- _Directions for this task_
In the entries below, some lines hold the string "rotate"; please say how many, giving the number and nothing else.

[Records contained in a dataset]
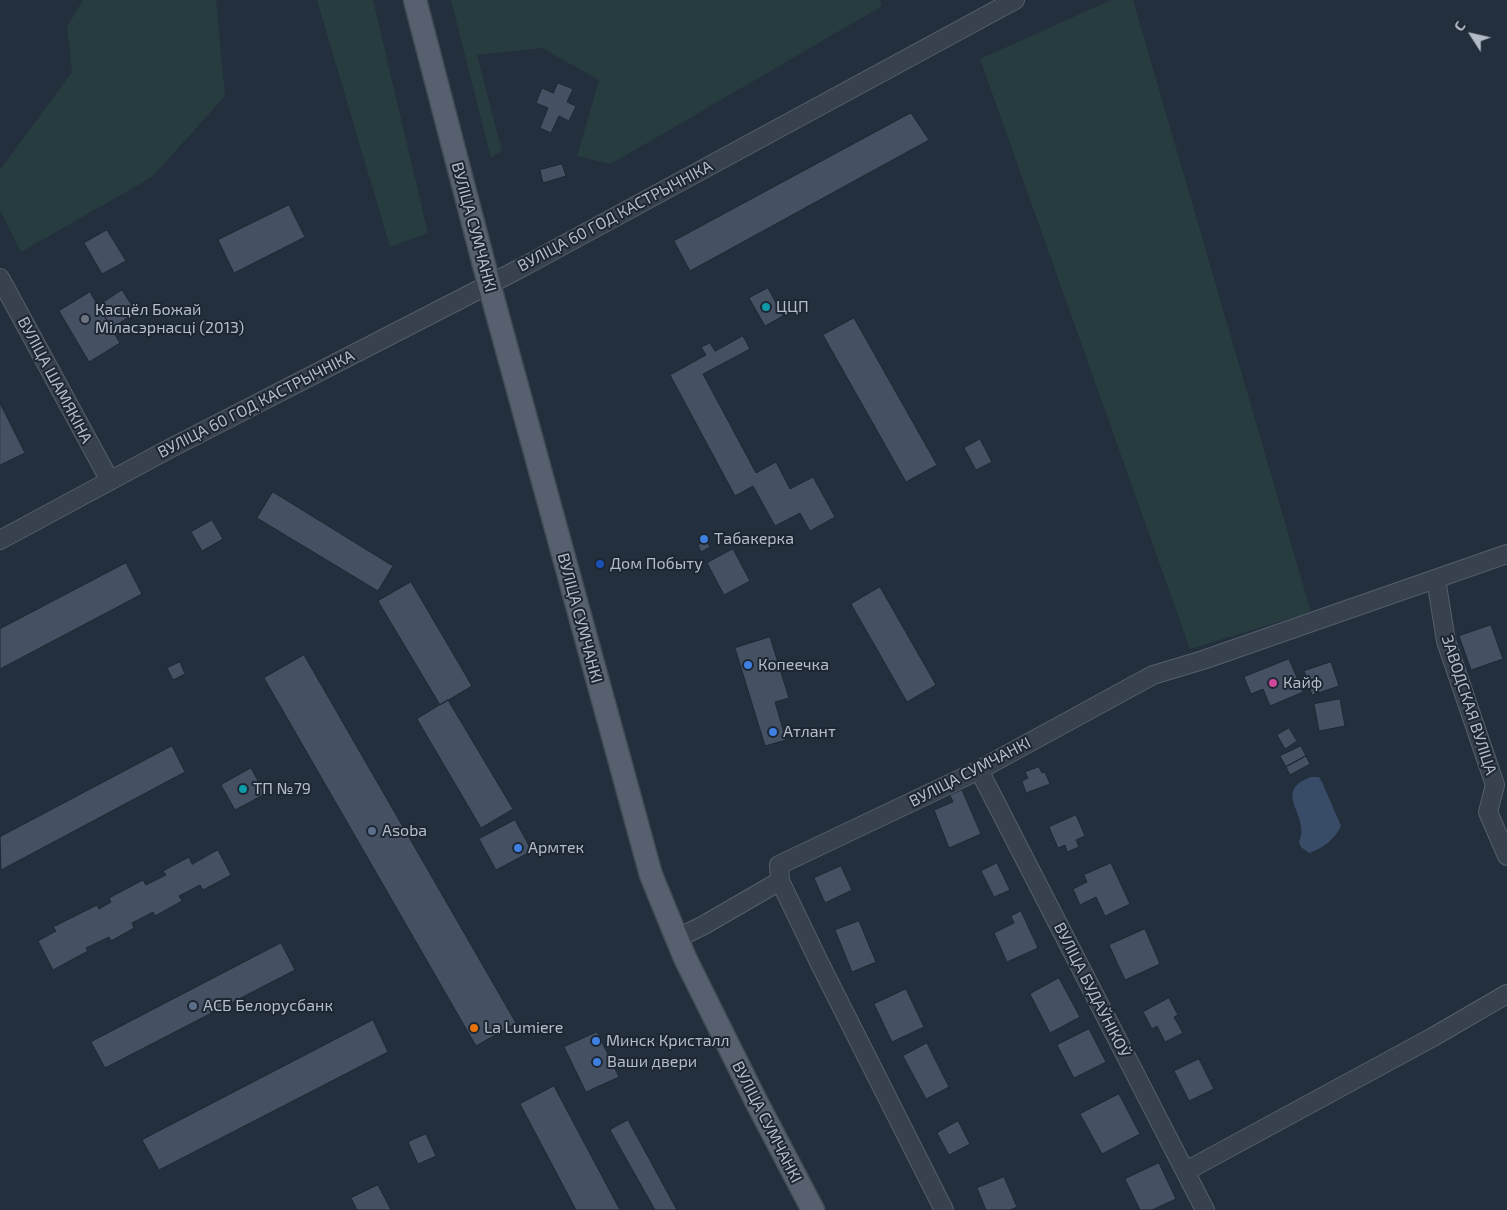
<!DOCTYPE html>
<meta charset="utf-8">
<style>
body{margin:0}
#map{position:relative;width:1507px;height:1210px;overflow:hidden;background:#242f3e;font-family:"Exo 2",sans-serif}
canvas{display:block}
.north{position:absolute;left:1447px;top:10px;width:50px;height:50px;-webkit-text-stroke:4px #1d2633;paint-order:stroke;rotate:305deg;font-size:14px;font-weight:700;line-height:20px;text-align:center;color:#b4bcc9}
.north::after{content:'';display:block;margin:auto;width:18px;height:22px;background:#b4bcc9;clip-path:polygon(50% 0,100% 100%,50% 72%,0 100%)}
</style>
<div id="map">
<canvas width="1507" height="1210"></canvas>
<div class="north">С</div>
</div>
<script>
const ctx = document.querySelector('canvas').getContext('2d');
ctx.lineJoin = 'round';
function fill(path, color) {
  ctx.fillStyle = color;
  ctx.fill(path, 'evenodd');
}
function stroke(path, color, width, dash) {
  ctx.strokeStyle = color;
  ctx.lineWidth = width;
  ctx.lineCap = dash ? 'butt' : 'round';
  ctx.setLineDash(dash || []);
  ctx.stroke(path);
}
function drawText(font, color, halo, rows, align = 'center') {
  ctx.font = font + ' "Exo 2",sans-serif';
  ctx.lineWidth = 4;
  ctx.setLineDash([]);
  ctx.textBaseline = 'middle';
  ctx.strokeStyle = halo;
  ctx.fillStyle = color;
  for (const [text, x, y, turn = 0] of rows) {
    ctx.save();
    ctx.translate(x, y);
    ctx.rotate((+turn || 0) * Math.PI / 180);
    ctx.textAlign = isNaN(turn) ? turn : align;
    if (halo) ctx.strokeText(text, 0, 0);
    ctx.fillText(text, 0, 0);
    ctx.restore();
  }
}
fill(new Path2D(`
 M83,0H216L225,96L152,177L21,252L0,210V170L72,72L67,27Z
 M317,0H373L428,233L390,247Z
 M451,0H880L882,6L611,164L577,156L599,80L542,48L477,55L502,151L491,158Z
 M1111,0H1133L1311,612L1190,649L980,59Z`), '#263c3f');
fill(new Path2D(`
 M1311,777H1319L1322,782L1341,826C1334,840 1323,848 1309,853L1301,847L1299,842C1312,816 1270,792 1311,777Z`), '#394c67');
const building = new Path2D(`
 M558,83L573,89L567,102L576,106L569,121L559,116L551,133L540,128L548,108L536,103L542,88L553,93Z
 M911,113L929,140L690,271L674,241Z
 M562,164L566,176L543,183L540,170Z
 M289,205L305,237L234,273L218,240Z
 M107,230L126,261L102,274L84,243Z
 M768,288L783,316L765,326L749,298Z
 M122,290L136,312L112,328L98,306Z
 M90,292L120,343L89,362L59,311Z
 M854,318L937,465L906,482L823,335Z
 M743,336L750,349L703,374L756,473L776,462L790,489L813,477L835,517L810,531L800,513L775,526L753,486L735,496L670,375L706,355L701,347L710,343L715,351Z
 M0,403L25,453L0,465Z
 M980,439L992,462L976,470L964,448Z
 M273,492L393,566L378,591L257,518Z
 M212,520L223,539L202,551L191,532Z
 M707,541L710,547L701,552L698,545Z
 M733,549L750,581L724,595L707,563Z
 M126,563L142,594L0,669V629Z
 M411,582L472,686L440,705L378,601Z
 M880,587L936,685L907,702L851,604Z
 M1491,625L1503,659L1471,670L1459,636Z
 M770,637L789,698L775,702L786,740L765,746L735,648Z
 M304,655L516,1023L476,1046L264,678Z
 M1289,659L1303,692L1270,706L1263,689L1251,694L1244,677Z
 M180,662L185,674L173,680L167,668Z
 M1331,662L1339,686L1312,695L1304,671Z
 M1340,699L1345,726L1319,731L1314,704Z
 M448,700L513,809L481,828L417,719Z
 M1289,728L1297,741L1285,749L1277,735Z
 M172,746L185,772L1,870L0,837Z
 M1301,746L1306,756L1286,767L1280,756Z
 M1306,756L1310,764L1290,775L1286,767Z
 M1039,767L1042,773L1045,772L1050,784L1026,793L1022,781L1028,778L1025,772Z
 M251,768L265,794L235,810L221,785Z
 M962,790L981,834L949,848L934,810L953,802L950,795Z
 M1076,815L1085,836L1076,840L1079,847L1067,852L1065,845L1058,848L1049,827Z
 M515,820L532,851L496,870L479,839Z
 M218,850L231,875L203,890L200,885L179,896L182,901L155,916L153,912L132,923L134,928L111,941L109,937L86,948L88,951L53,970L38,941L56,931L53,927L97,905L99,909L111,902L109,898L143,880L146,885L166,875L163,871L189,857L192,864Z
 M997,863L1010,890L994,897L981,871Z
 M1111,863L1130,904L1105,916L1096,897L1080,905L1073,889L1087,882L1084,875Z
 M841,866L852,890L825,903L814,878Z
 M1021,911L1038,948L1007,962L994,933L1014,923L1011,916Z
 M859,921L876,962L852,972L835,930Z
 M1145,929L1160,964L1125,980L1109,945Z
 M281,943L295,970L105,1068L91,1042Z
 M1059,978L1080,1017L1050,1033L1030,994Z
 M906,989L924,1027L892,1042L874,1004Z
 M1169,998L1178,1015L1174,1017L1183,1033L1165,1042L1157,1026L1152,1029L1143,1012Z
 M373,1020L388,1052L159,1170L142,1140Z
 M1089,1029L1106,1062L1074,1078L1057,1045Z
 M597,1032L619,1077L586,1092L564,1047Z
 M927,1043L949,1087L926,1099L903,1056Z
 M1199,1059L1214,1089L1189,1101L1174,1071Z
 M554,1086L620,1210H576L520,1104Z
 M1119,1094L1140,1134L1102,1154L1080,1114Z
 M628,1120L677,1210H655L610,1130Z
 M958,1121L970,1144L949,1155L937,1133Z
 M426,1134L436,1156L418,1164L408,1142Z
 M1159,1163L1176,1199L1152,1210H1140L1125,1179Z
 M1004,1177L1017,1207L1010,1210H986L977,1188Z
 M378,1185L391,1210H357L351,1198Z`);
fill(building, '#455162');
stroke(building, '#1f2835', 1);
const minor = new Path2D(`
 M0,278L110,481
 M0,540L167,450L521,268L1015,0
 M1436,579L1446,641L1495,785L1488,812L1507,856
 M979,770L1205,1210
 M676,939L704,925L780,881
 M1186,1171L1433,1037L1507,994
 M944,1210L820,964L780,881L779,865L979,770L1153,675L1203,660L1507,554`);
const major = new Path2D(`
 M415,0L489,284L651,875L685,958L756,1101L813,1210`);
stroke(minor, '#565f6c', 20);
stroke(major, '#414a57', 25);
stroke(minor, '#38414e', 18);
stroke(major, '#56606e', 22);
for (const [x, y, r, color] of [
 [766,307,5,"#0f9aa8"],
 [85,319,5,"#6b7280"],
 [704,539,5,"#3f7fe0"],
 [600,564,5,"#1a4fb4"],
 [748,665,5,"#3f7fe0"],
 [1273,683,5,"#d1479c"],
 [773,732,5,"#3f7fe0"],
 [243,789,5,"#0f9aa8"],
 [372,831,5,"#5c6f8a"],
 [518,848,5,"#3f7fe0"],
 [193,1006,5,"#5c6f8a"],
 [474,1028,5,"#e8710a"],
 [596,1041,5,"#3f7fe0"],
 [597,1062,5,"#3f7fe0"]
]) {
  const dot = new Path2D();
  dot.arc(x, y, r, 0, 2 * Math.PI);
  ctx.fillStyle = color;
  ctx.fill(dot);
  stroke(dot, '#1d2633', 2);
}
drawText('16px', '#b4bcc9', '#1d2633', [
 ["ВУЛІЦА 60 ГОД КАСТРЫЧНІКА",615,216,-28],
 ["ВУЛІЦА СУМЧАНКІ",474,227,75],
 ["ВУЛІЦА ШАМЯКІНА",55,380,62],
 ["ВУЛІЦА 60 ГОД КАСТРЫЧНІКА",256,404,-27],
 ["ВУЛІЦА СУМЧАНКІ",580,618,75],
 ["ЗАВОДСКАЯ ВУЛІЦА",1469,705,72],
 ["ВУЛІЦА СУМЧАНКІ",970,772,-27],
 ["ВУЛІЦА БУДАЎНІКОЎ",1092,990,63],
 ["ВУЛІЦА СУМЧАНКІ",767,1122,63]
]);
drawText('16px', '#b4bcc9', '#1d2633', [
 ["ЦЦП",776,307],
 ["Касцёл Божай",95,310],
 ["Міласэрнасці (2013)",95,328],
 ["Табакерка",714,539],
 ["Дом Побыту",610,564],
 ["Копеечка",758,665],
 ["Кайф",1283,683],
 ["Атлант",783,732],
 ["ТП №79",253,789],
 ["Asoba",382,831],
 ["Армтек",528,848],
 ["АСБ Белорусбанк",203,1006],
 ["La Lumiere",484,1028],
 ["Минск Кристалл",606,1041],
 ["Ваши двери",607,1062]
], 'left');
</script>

- _Result_
2